[Your goal] Give the listing back in full, exactly as written, with the pictures removed.

========

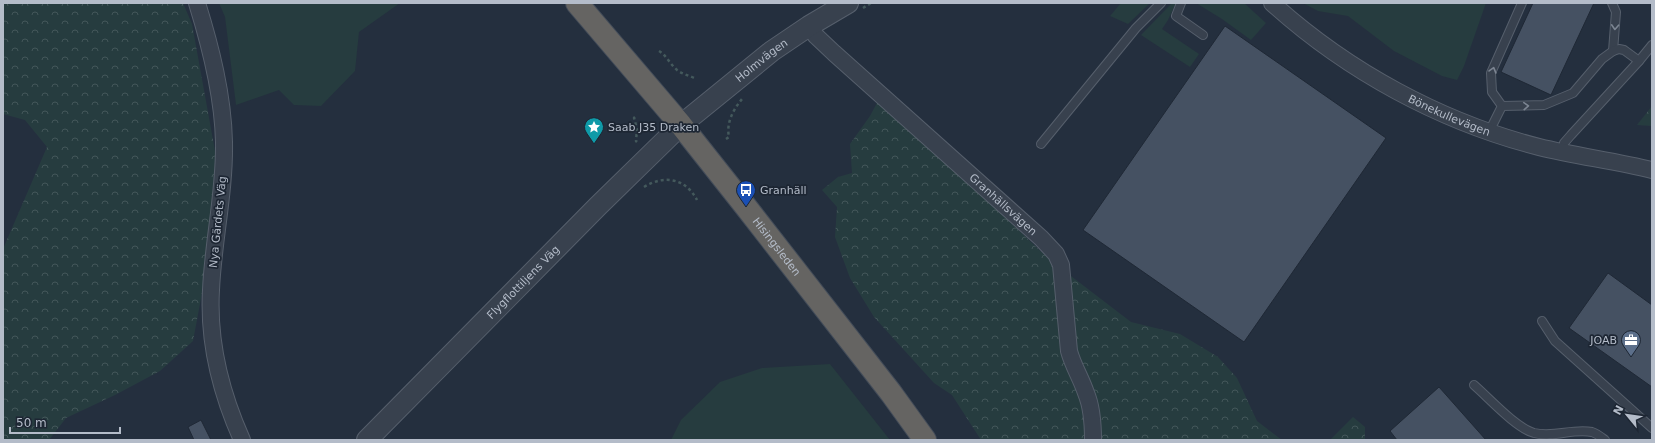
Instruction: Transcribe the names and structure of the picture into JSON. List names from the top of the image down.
{
  "streets": {
    "highway": ["Hisingsleden"],
    "street": [
      "Holmvägen",
      "Bönekullevägen",
      "Granhällsvägen",
      "Nya Gärdets Väg",
      "Flygflottiljens Väg"
    ]
  },
  "crossings": [
    ["Holmvägen", "Granhällsvägen"],
    ["Holmvägen", "Hisingsleden"],
    ["Holmvägen", "Flygflottiljens Väg"],
    ["Hisingsleden", "Flygflottiljens Väg"]
  ],
  "places": {
    "place": ["Saab J35 Draken"],
    "bus stop": ["Granhäll"],
    "office": ["JOAB"]
  },
  "scale_bar": "50 m",
  "north": "top left"
}
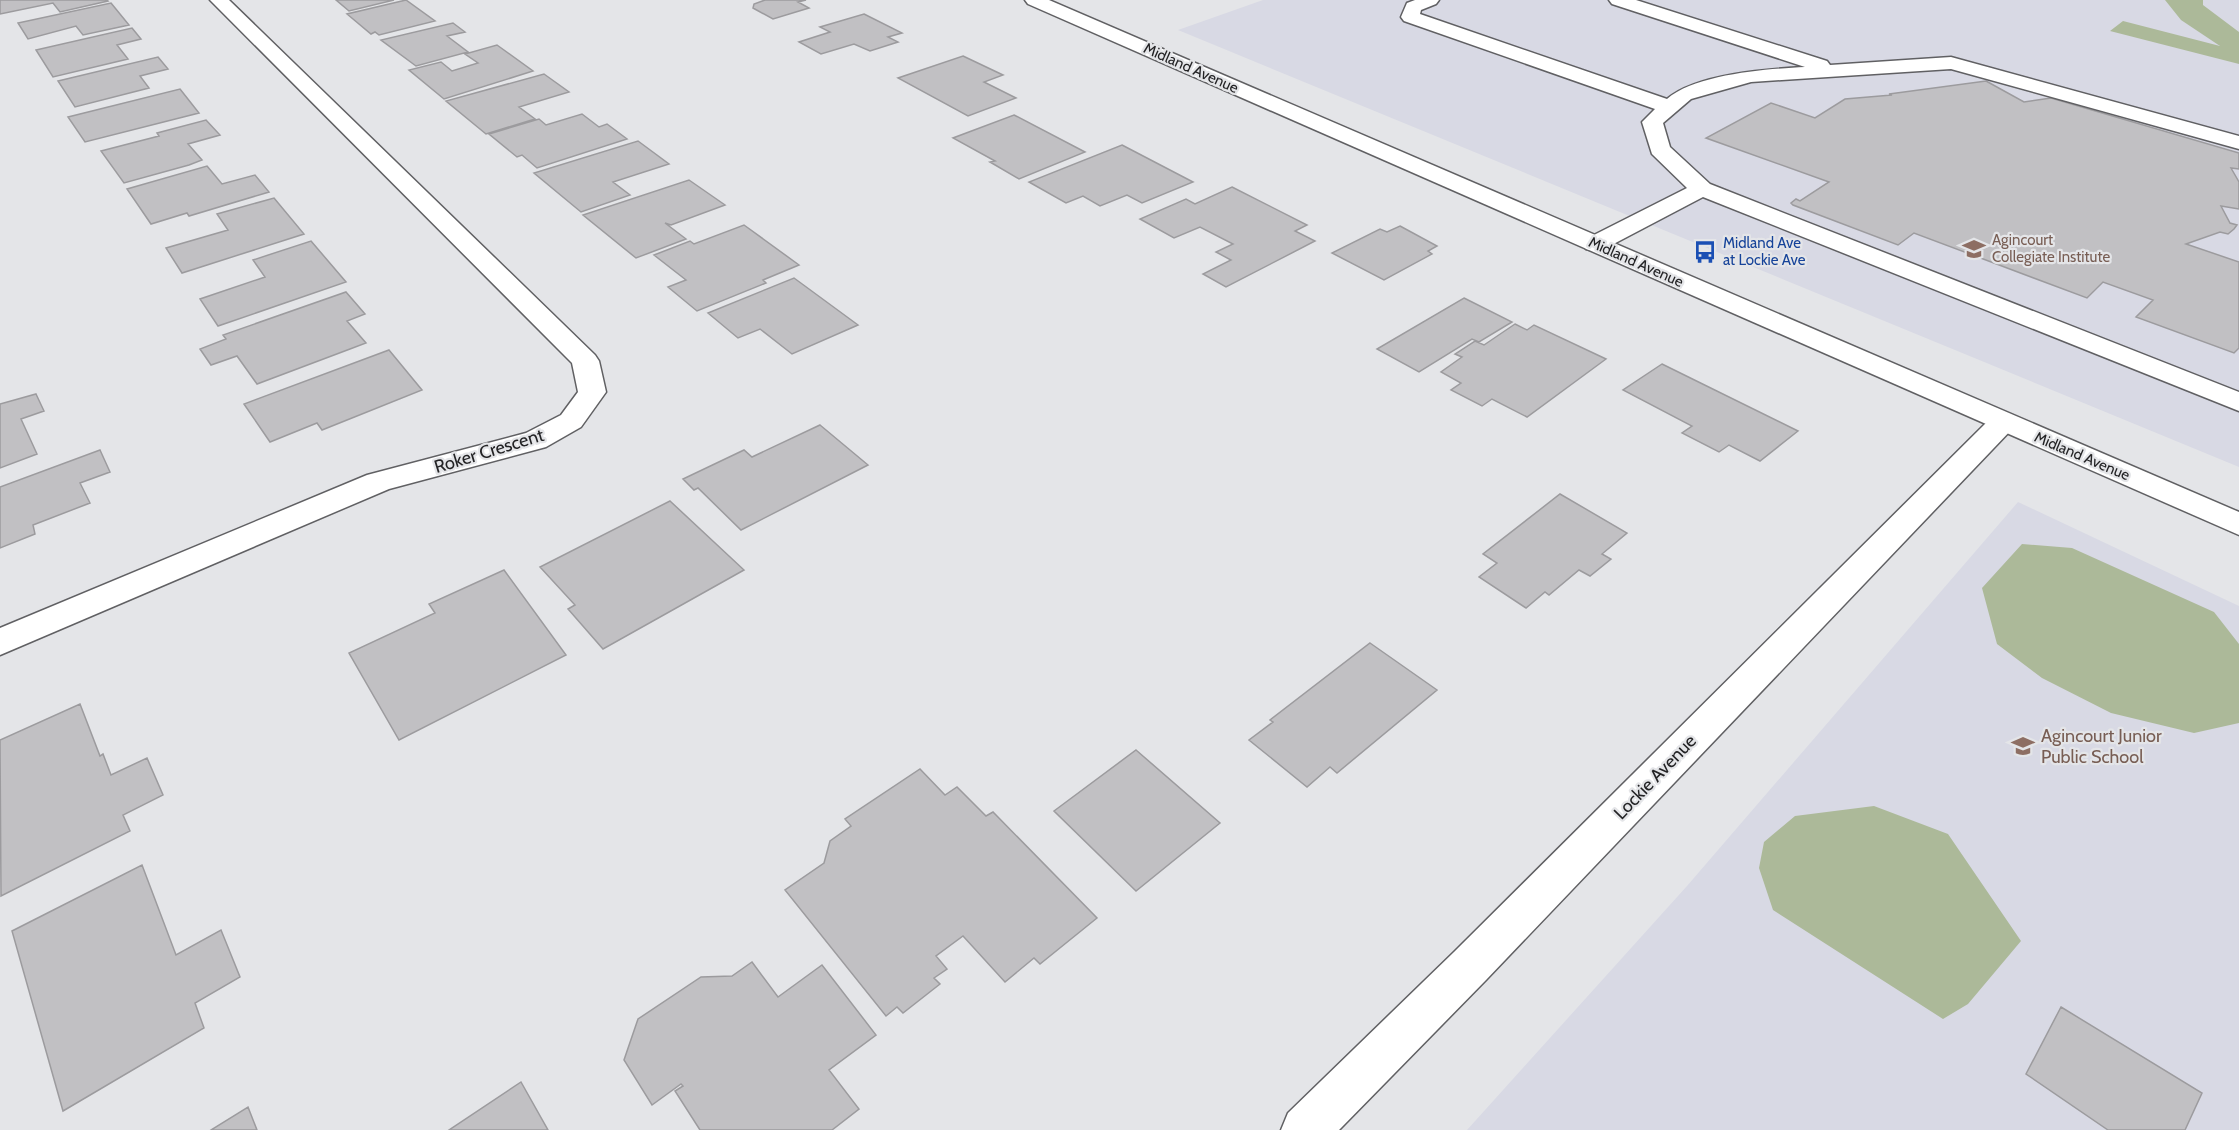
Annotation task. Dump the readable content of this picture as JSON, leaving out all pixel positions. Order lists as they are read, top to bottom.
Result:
{
  "streets": {
    "street": ["Midland Avenue", "Roker Crescent", "Lockie Avenue"]
  },
  "crossings": [
    ["Midland Avenue", "Lockie Avenue"]
  ],
  "places": {
    "school or university": ["Agincourt Collegiate Institute", "Agincourt Junior Public School"],
    "bus stop": ["Midland Ave at Lockie Ave"]
  }
}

========

[Result of this task]
Instruction: Transcribe the names and structure of the picture into JSON. List names from the top of the image down.
{
  "streets": {
    "highway": ["Hisingsleden"],
    "street": [
      "Holmvägen",
      "Bönekullevägen",
      "Granhällsvägen",
      "Nya Gärdets Väg",
      "Flygflottiljens Väg"
    ]
  },
  "crossings": [
    ["Holmvägen", "Granhällsvägen"],
    ["Holmvägen", "Hisingsleden"],
    ["Holmvägen", "Flygflottiljens Väg"],
    ["Hisingsleden", "Flygflottiljens Väg"]
  ],
  "places": {
    "place": ["Saab J35 Draken"],
    "bus stop": ["Granhäll"],
    "office": ["JOAB"]
  },
  "scale_bar": "50 m",
  "north": "top left"
}
Annotation task. Dump the readable content of this picture as JSON, leaving out all pixel positions. Order lists as they are read, top to bottom.
Result:
{
  "streets": {
    "street": ["Midland Avenue", "Roker Crescent", "Lockie Avenue"]
  },
  "crossings": [
    ["Midland Avenue", "Lockie Avenue"]
  ],
  "places": {
    "school or university": ["Agincourt Collegiate Institute", "Agincourt Junior Public School"],
    "bus stop": ["Midland Ave at Lockie Ave"]
  }
}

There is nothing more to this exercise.